Anyway, whilst Mr Bruce is advocating well measured vice he also appears to be warning the powers that be that banning everything will just send it underground. Which is, of course, exactly what happens. Sensible chap...Mr Bruce for Prime Minister...seriously, he’d do a much better job than anyone else up for it right now. Oh yes...back to the gig...by now the atmosphere had reached sauna like conditions, stifling enough if you’re just standing there but Bruce continued to dance his ass off, returning to championing vice in What Happened To Soho?, the band’s tribute to what used to be London’s hotbed of sin and depravity but which is now, sadly, a sanitised ghost of its former self. I used to love wandering around Soho and whilst its 60s and 70s heyday had clearly gone until fairly recently it still felt a little naughty, the kind of place frequented by proper ‘characters’, life’s flotsam and jetsam, the kind of people who’d pop out for a pint of milk and then stumble back to their bedsit 6 days later sporting a tattoo and missing at least one digit. Now it...and they...are gone, wiped away by London’s reinvention as a place for the financially rich but soulless elite. Jeffrey Bernard must be spinning...slowly mind you...in his grave.

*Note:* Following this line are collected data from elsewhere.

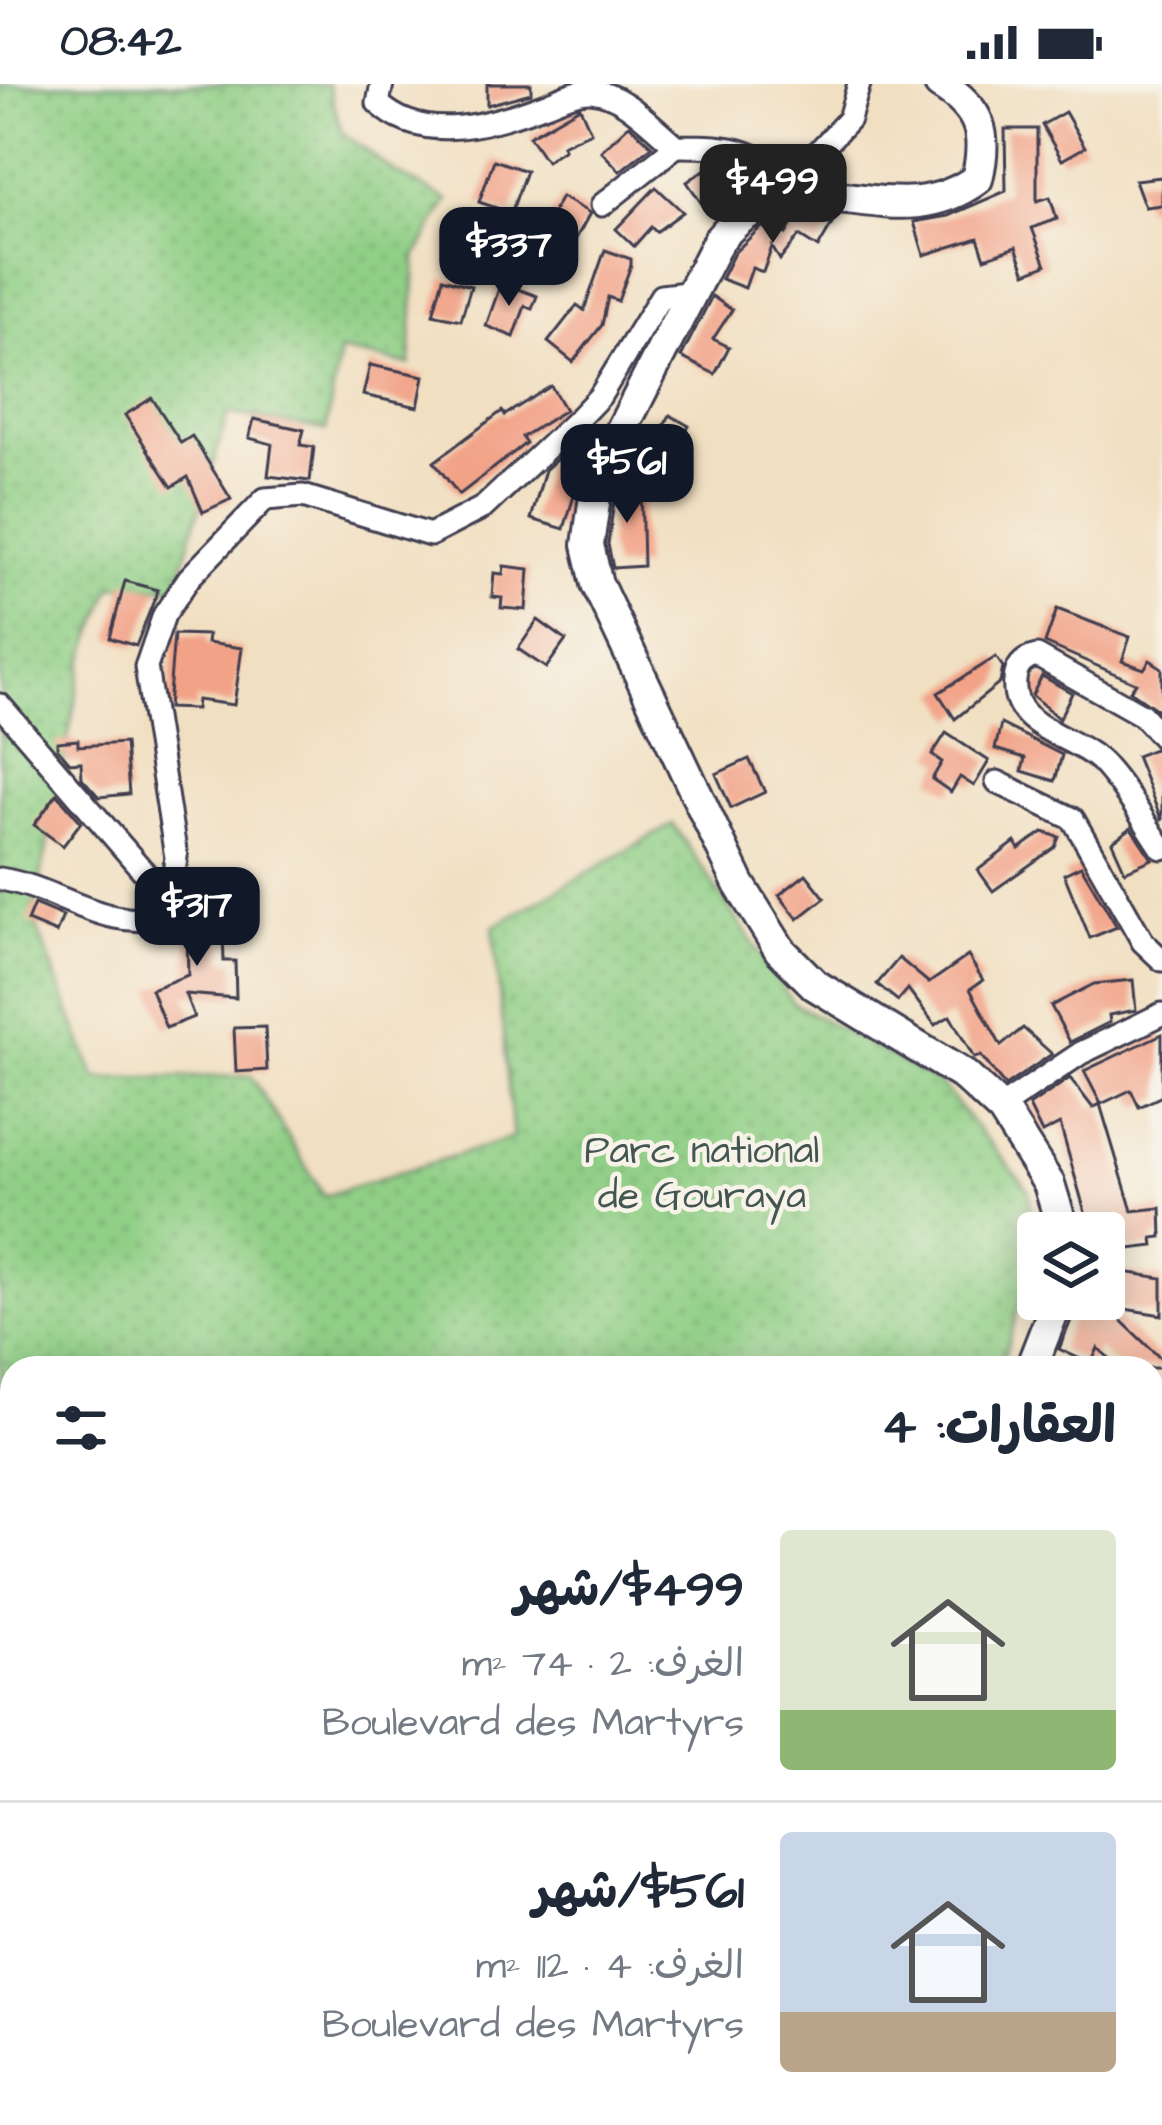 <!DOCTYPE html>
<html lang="ar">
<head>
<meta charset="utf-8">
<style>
  :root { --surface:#fff; --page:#f2f2f3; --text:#1f2937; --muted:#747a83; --line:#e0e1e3; --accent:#111827 }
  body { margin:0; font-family:"Architects Daughter","Playpen Sans Arabic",sans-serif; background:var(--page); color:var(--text); direction:rtl; height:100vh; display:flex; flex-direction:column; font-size:45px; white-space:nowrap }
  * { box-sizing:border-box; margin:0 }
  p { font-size:39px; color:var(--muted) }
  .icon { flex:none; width:66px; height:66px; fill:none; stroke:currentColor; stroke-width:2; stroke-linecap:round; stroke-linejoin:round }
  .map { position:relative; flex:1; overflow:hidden; direction:ltr }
  .side { position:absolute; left:0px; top:1272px; width:1164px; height:771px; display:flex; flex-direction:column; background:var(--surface); border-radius:36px 36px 0 0; box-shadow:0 6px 30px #0003; direction:rtl }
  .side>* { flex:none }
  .fabs { position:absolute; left:1017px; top:1128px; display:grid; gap:24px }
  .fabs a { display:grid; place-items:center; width:108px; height:108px; border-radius:12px; background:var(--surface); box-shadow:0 6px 30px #0003; font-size:60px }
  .price { position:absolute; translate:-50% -102px; padding:0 27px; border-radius:24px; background:var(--accent); color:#fff; font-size:39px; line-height:78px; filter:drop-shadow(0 3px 6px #0008) }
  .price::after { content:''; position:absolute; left:50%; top:72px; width:36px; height:27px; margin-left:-18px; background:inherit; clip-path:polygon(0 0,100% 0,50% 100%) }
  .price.on { background:#222; color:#fff }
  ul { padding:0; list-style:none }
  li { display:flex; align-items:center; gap:36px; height:300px; padding:0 48px }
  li+li { border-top:3px solid var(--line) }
  li span { display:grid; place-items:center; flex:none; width:336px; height:240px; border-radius:12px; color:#555 }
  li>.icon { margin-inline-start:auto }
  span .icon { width:144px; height:144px; fill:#fffc; stroke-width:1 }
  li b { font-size:51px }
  h2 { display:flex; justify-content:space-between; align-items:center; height:144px; padding:0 48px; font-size:51px }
  .status { display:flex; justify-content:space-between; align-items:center; height:84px; padding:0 60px; background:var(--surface); direction:ltr }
  .status svg { height:33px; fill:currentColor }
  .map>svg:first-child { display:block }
  .park { fill:url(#park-dots); stroke:#597860; stroke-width:3 }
  .building { fill:#f2a287 }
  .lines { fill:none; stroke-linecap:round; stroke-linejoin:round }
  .street-casing { stroke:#413e4f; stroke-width:27 }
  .secondary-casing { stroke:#413e4f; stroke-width:36 }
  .street { stroke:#fff; stroke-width:21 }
  .secondary { stroke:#fff; stroke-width:30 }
  .labels { text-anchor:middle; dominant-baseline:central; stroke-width:9; stroke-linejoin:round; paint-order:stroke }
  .park-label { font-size:39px; fill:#435652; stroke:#f7f3e8 }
</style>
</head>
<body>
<div class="status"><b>08:42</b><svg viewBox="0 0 49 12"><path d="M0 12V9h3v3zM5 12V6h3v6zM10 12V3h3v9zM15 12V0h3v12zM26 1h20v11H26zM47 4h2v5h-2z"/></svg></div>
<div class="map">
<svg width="1162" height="2041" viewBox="0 0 1162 2041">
  <defs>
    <pattern id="park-dots" width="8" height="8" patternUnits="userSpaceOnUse" patternTransform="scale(3)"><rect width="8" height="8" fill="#90cf86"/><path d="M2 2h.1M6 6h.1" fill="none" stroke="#7cb175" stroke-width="1.8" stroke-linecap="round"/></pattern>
  </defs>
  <rect width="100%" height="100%" fill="#f7f3e8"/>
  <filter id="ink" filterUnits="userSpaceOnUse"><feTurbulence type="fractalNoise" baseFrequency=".00833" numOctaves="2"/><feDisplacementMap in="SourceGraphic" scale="24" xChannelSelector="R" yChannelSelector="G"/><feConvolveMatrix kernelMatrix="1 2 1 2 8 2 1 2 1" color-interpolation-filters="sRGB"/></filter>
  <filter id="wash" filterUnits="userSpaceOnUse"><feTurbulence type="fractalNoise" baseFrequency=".004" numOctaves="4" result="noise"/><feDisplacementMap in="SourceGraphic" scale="48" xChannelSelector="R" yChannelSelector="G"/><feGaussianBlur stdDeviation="2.7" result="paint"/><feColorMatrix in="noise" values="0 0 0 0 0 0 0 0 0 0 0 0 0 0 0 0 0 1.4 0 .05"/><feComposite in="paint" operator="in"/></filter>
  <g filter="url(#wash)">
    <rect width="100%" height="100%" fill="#f1dfc1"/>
    <!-- park -->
    <polygon class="park" points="0,0 328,0 342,48 393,87 448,116 416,173 410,281 340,267 326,346 228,329 176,504 112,502 83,578 33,834 96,995 251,992 324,1112 513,1054 493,843 673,740 793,919 939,999 1029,1106 1034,1172 1005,1269 993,1284 12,1284 12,2031 834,2031 832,2041 0,2041"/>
    <g id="blocks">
      <!-- building -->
      <g class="building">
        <polygon points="487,0 531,0 531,9 487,21"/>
        <polygon points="580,23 591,48 562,61 564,65 546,77 529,52"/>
        <polygon points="1065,28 1085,63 1062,76 1042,41"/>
        <polygon points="629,41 652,62 620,87 601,67"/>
        <polygon points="1005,45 1037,45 1037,117 1050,113 1057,135 1032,144 1046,181 1026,189 1016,163 985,174 978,154 924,171 914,138 948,132 1006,107"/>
        <polygon points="494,76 526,87 511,129 479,118"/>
        <polygon points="716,78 730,80 742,97 704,123 687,98"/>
        <polygon points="1162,93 1162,121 1145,123 1135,96"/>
        <polygon points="656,103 683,128 656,148 651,143 634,162 616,145"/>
        <polygon points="561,113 590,129 572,162 543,146"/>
        <polygon points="796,133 836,133 818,164 799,152 780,176 772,163 763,188 752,184 745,204 721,195 734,169 759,145 772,139 786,150"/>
        <polygon points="605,166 631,175 631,181 618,217 608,213 602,241 573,278 548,258 577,221 584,226"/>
        <polygon points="443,194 471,202 461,236 433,230"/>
        <polygon points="501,199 537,212 532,225 525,222 514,253 486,242"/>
        <polygon points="712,212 732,226 713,255 729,263 715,290 681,273"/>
        <polygon points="370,281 424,292 418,323 363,311"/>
        <polygon points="551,302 565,326 522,353 526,359 459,411 434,378 502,327 505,331"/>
        <polygon points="152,314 181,359 192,352 231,415 203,428 188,393 172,403 125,331"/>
        <polygon points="670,331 689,342 676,364 658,353"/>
        <polygon points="254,335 304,346 300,361 314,363 310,397 268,392 272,360 249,354"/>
        <polygon points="564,369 585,375 564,445 531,435 545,386"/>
        <polygon points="617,397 641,398 643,482 613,484 608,460"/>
        <polygon points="504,482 529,485 526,526 501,524 502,514 492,513 494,489 503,490"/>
        <polygon points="125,497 158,506 136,562 110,554"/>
        <polygon points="1057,525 1130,553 1122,577 1144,585 1150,576 1162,584 1162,629 1130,607 1136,599 1045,559"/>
        <polygon points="538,536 566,556 546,584 518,565"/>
        <polygon points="174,550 208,551 207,559 242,564 234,621 197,616 196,625 168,624"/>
        <polygon points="996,573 1003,583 1000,599 955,635 938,609"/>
        <polygon points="1042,592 1072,609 1059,635 1032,611"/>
        <polygon points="1001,640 1062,671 1055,697 1022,687 1025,674 995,665"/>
        <polygon points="946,649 989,677 974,702 960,693 951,708 932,695 942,678 932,671"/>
        <polygon points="78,656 78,662 125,659 129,710 99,713 82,694 81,678 70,679 57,664 57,658"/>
        <polygon points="1154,665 1162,668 1162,737 1136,672"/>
        <polygon points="749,675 765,708 731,724 716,690"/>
        <polygon points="57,710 81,738 63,762 34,741"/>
        <polygon points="1131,744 1152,775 1125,787 1112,758"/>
        <polygon points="1043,748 1059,753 1055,763 993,807 978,786 1015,758 1019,765"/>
        <polygon points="1081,782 1117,843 1090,854 1064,790"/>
        <polygon points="806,790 825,814 798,835 779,811"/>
        <polygon points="186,815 207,815 208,849 223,849 224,877 235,877 236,914 185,910 194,933 166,944 151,905 188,891"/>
        <polygon points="34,820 63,832 56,849 27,837"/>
        <polygon points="968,872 983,896 970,905 1001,962 1023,944 1052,970 1005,1002 981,972 974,974 950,932 935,941 908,905 898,917 877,900 899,874 929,899"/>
        <polygon points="1133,896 1136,926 1109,931 1110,938 1070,958 1051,922 1094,900"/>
        <polygon points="265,943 267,986 236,988 234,944"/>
        <polygon points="1162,950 1162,1012 1139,1023 1131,1006 1101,1020 1084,987"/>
        <polygon points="1070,994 1093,1024 1100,1020 1132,1127 1161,1124 1162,1153 1153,1154 1154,1162 1104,1168 1104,1149 1091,1149 1060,1040 1042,1049 1029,1022"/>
        <polygon points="1104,1185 1162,1194 1162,1231 1106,1222 1162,1276 1162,1284 1120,1284 1098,1264 1091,1280 1059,1265 1080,1215 1104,1220"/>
      </g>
    </g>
  </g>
  <g filter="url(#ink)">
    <use href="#blocks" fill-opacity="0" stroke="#413e4f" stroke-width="3"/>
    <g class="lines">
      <!-- street casing -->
      <g class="street-casing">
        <g id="street">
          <path d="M382,0L378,19C424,63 494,39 546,20C559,15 576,6 591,7C625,10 651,42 676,62C737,62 757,64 801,109"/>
          <polyline points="790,98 849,35 859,0"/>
          <polyline points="602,121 676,62"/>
          <polyline points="0,621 170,818"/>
          <path d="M1162,653L1142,631L1037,572C1023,575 1016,583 1015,597C1010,645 1076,651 1103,680C1126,705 1143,736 1162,764"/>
          <polyline points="997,698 1073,735 1143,858 1162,876"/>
          <path d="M0,795C60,804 105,849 169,832L176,773L146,583L164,531L189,494L265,415L303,412L430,451L484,423L578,335L600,312L661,212L695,208"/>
          <polyline points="999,1024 1081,969 1162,930"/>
          <polyline points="1152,1577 1162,1565"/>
          <polyline points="1152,1651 1162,1648"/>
        </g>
      </g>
      <!-- secondary casing -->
      <g class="secondary-casing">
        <g id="secondary">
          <path d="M940,0C981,25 988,50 977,95C888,161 798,58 718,157L598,392L588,461L597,500L739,800L780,866L815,901L965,992L1003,1027L1049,1100L1064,1149"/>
          <polyline points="1031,1284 1058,1215"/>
          <polyline points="851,2041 853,2031"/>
        </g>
      </g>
      <!-- street -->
      <use href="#street" class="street"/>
      <!-- secondary -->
      <use href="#secondary" class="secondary"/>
    </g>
  </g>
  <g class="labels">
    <!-- park labels -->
    <g class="park-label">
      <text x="702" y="1068">Parc national<tspan x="702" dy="45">de Gouraya</tspan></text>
    </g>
  </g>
</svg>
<div class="fabs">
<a><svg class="icon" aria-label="layers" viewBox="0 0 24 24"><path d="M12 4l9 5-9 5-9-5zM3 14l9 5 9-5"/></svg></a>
</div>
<b class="price on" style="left:773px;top:162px">$499</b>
<b class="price" style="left:509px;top:225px">$337</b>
<b class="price" style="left:627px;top:442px">$561</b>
<b class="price" style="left:197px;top:885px">$317</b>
<section class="side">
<h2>العقارات: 4<svg class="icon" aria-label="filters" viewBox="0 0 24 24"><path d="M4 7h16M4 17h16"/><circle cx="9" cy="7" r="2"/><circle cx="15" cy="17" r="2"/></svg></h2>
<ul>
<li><span style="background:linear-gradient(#dfe7d0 75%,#8fb573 0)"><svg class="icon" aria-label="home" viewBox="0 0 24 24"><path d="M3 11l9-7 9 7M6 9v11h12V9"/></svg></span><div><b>$499/شهر</b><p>الغرف: 2 · 74 m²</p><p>Boulevard des Martyrs</p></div></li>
<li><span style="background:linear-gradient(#c9d6e8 75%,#b9a48a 0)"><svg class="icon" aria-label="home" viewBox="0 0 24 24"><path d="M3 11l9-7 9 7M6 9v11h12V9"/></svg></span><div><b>$561/شهر</b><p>الغرف: 4 · 112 m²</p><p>Boulevard des Martyrs</p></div></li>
</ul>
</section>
</div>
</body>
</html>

At this point Bruce was now more sweat than man and I’m fairly convinced that most of his vital organs must’ve resembled dried figs. And still he danced...Fear and Delight came across as a crazy soundtrack for a scat rap version of Top Hat whilst Say You Love Me shoved Cry Me A River into a food mixer with a bootleg jungle tape and pressed maximum blitz. Some 12 hours later I’m still exhausted just thinking about it.
I have a sneaking suspicion that either Mr Bruce posses lungs the size of an airship or he was miming from time to time (hell, surely no one on earth could dance with that degree of ferocity in that heat AND keep singing throughout...?!) but that’s not really the point of The Correspondents live experience. In a word (a made up word mind you) dance-tastic.
PS: The Correspondents' spiffing debut album Puppet Loosely Strung is out now.